--- WHAT NEEDS TO BE DONE ---
Copy each line below in which the string "then" appears.

[Collected data entries]
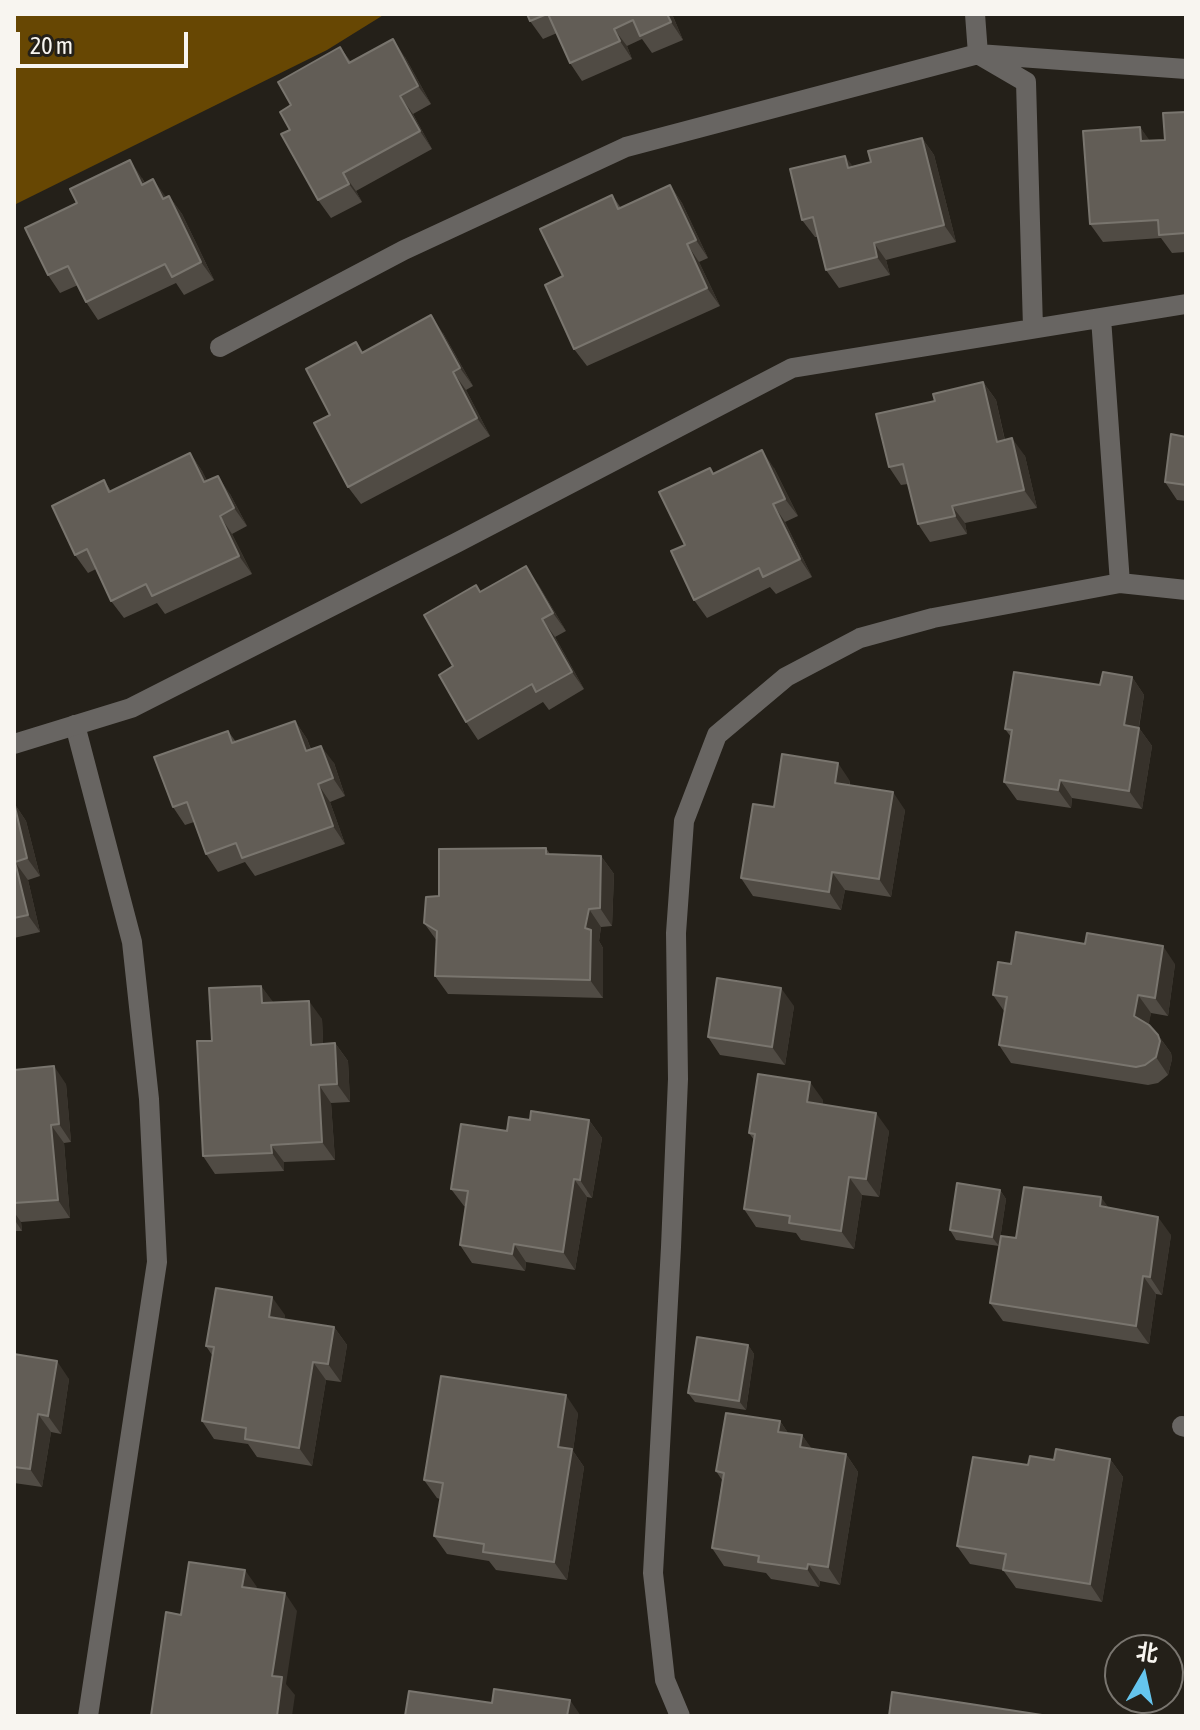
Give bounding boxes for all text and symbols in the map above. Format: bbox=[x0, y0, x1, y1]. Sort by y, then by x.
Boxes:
scale bar bbox=[20, 16, 192, 66]
text: 20 m bbox=[30, 32, 73, 59]
north arrow bbox=[1104, 1634, 1184, 1714]
text: 北 bbox=[1135, 1638, 1160, 1667]

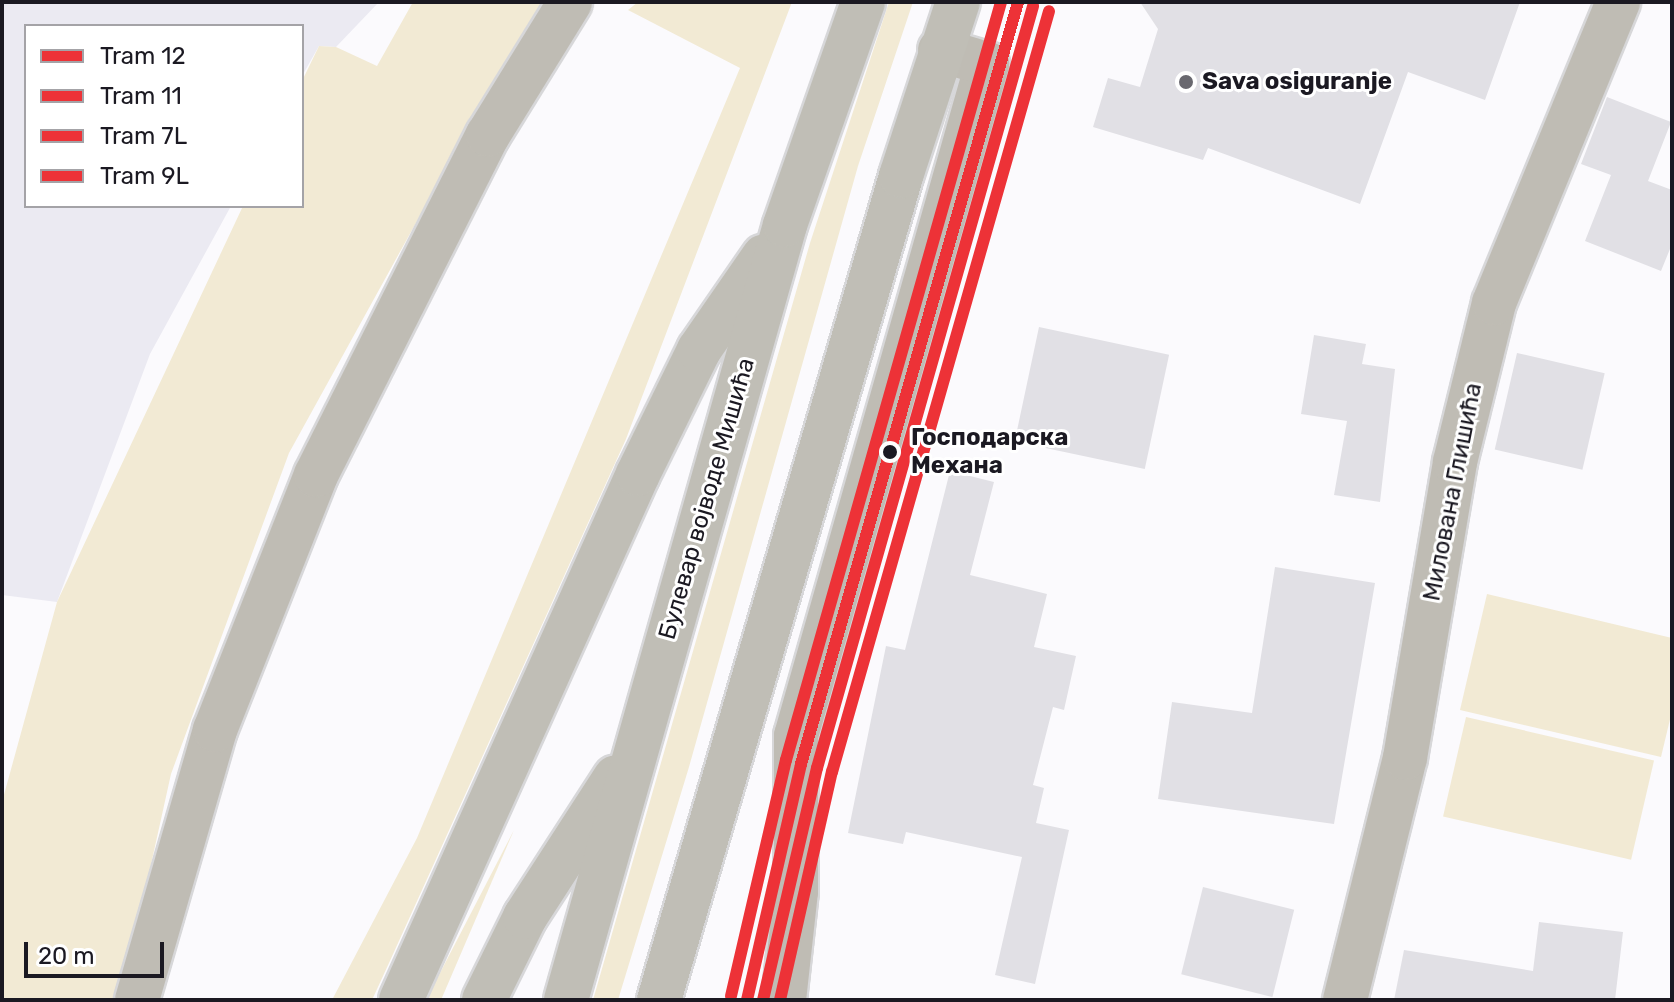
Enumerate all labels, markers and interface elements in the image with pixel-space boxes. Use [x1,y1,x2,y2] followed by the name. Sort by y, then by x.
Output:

--- FINISHED TASK ---
Give bounding boxes for all text and symbols in the map above. Format: bbox=[x0, y0, x1, y1]. Sort by y, then by x.
Enumerate all labels, markers and interface elements in the image with pixel-space boxes. Use [x1,y1,x2,y2] followed by the name. Sort by y, then by x.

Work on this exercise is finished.